Starting at the first line and ending at the one with "flex:none; width:22px; height:22px;", give the lines of the listing again exactly, and nothing else; skip the pictures.
============================================================
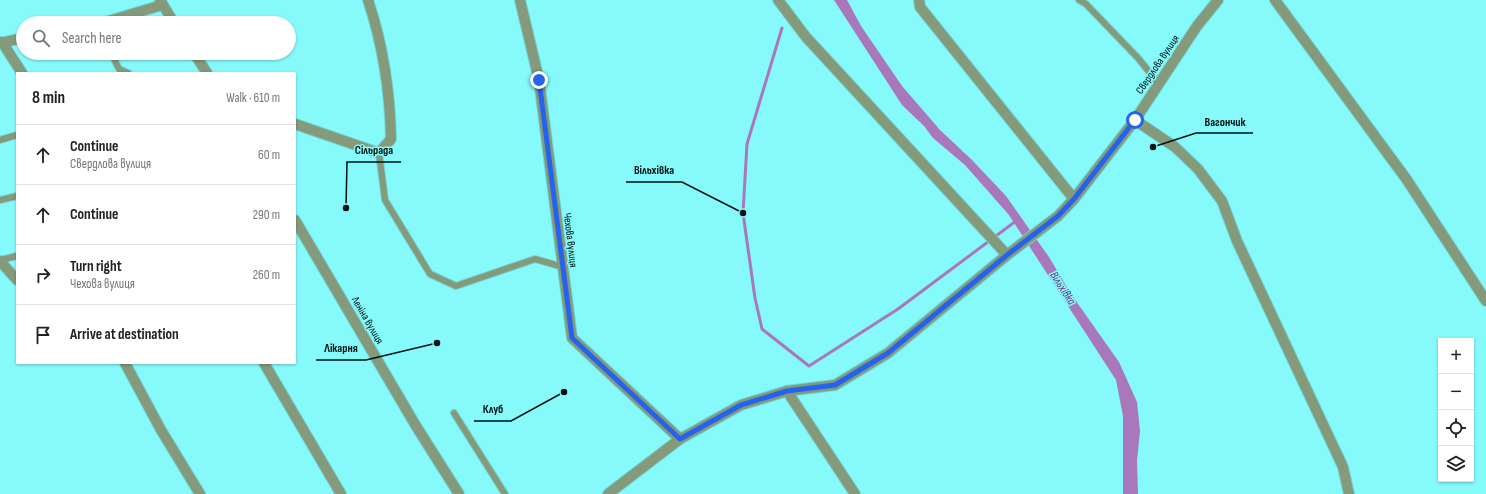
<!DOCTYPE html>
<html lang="en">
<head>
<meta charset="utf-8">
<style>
	:root { --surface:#fff; --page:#f6f6f6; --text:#202124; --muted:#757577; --line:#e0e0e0 }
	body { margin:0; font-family:"Sofia Sans Condensed",sans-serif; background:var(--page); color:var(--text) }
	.controls { position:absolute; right:12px; bottom:12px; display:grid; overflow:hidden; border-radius:0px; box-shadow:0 1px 3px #0004 }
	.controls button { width:36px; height:36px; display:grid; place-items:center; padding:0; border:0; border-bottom:1px solid var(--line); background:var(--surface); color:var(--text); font:20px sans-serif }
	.stop { position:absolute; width:12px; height:12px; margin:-9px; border:3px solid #2563eb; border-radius:50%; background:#fff }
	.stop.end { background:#2563eb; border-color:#fff; box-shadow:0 1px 4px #0008 }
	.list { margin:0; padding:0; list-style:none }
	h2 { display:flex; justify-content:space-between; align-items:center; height:52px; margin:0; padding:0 16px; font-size:17px }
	h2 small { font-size:13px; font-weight:400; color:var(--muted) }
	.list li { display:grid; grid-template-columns:26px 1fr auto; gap:12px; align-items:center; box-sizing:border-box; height:60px; padding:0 16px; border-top:1px solid var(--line) }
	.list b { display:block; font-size:15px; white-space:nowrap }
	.list p { margin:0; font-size:13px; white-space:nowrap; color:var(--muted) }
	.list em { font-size:13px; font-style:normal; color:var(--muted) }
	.icon { flex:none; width:22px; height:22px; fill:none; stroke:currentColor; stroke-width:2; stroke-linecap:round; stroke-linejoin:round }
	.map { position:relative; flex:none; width:1486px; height:494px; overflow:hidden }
	.search { position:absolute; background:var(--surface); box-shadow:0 1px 3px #0004; left:16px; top:16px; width:280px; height:44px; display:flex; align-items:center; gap:10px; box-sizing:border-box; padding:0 14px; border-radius:22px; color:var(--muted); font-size:15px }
	.panel { position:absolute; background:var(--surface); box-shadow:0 1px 3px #0004; left:16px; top:72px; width:280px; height:292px; border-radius:0px }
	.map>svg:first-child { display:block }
</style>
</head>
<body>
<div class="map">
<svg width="1486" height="494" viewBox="0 0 1486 494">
	<rect width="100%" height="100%" fill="#86fafb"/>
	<path fill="#a977bb" d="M834,0h13l14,26 41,60 38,44 32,30 34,36 43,61 22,37 48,68 18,40 3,29 -3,30 1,33h-15v-78l-7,-36 -107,-165 -44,-50 -32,-27 -9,-12 -22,-21z"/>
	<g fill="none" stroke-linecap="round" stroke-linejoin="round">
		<path stroke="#a977bb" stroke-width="3" d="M782,28l-35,116 -4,69 12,85 7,31 47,37 89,-57 118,-88"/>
		<g stroke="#71d5d6" stroke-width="8">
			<path id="service" d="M1079,0l7,4 52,54 21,26
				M111,53l8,16 9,4
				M0,140l17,-5
				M379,153l6,47 45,74 26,12 79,-27 28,8
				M0,200l17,-4
				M0,260l17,-4
				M454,413l51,81"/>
		</g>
		<g stroke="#71d5d6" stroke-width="12">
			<path id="minor" d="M520,0l19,80 33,258 108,101
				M778,0l28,37 201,218
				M919,0l1,7 154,192
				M1275,0l132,180 79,121
				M102,23l60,-18
				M2,42l20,31
				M0,43l23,-5
				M1135,120l40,27 23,22 24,32 15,40 106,226 6,27
				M295,124l84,29 12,-14c-1,-48 -8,-94 -23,-139
				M0,261l17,19
				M125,363l36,67 39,64
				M264,363l77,131
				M787,391l68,103"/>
		</g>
		<g stroke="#71d5d6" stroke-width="12">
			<path id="tertiary" d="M160,0l14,23
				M194,53l13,20
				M295,220l121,206 43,68
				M608,494l72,-55 61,-34 46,-14 48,-6 53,-32 119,-98 51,-39 16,-17 61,-79 62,-94 21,-26"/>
		</g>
		<use href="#service" stroke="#849a7b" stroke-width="6"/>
		<use href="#minor" stroke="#849a7b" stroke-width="10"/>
		<use href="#tertiary" stroke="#849a7b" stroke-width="10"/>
	</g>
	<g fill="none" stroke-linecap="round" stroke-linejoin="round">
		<path stroke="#2563eb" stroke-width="5" d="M539,80l33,258 108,101 61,-34 46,-14 48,-6 53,-32 119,-98 51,-39 16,-17 61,-79"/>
	</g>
	<g text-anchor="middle" stroke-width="3" stroke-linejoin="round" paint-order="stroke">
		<g font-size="11" fill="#001112" stroke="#86fafb">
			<text transform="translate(1157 64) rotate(-56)" y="4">Свердлова вулиця</text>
			<text transform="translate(571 240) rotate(83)" y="4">Чехова вулиця</text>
			<text transform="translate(368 320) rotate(60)" y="4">Леніна вулиця</text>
		</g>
		<g font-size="12" font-style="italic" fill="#67297c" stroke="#86fafb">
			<text transform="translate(1063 288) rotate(57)" y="4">Вільхівка</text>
		</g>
	</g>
	<path fill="none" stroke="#001112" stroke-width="1.5" d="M1153 147L1196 133H1253M346 208L347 162H401M743 213L682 182H626M437 343L366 360H316M564 392L511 421H474"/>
	<g fill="#001112" stroke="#86fafb" stroke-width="1.5">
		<circle cx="1153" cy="147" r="4"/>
		<circle cx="346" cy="208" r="4"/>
		<circle cx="743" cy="213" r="4"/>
		<circle cx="437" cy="343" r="4"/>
		<circle cx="564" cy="392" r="4"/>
	</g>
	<g font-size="12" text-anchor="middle" font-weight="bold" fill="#001112" stroke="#86fafb" stroke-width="3" stroke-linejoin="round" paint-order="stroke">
		<text x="1225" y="126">Вагончик</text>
		<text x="374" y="154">Сільрада</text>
		<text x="654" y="174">Вільхівка</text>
		<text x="341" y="352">Лікарня</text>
		<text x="493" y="413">Клуб</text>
	</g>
</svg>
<div class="controls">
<button>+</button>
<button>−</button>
<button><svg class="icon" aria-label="locate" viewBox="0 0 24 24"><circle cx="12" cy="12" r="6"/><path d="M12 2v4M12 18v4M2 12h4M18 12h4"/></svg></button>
<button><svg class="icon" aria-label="layers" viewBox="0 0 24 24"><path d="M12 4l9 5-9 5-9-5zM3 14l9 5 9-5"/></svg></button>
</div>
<div class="stop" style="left:1135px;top:120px"></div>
<div class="stop end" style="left:539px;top:80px"></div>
<div class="search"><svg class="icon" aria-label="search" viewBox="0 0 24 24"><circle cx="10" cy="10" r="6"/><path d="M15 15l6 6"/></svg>Search here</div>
<section class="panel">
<h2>8 min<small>Walk · 610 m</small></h2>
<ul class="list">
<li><svg class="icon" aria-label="ahead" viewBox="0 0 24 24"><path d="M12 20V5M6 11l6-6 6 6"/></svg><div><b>Continue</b><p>Свердлова вулиця</p></div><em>60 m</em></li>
<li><svg class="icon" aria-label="ahead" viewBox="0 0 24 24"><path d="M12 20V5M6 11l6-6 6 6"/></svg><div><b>Continue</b></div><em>290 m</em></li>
<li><svg class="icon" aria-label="right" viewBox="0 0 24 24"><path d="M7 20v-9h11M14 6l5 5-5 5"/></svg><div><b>Turn right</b><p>Чехова вулиця</p></div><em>260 m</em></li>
<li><svg class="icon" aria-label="arrive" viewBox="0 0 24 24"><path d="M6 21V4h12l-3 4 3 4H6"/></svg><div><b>Arrive at destination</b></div></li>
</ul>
</section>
</div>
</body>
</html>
============================================================
EXERCISE RESULT >>
<!DOCTYPE html>
<html lang="en">
<head>
<meta charset="utf-8">
<style>
	:root { --surface:#fff; --page:#f6f6f6; --text:#202124; --muted:#757577; --line:#e0e0e0 }
	body { margin:0; font-family:"Sofia Sans Condensed",sans-serif; background:var(--page); color:var(--text) }
	.controls { position:absolute; right:12px; bottom:12px; display:grid; overflow:hidden; border-radius:0px; box-shadow:0 1px 3px #0004 }
	.controls button { width:36px; height:36px; display:grid; place-items:center; padding:0; border:0; border-bottom:1px solid var(--line); background:var(--surface); color:var(--text); font:20px sans-serif }
	.stop { position:absolute; width:12px; height:12px; margin:-9px; border:3px solid #2563eb; border-radius:50%; background:#fff }
	.stop.end { background:#2563eb; border-color:#fff; box-shadow:0 1px 4px #0008 }
	.list { margin:0; padding:0; list-style:none }
	h2 { display:flex; justify-content:space-between; align-items:center; height:52px; margin:0; padding:0 16px; font-size:17px }
	h2 small { font-size:13px; font-weight:400; color:var(--muted) }
	.list li { display:grid; grid-template-columns:26px 1fr auto; gap:12px; align-items:center; box-sizing:border-box; height:60px; padding:0 16px; border-top:1px solid var(--line) }
	.list b { display:block; font-size:15px; white-space:nowrap }
	.list p { margin:0; font-size:13px; white-space:nowrap; color:var(--muted) }
	.list em { font-size:13px; font-style:normal; color:var(--muted) }
	.icon { flex:none; width:22px; height:22px; fill:none; stroke:currentColor; stroke-width:2; stroke-linecap:round; stroke-linejoin:round }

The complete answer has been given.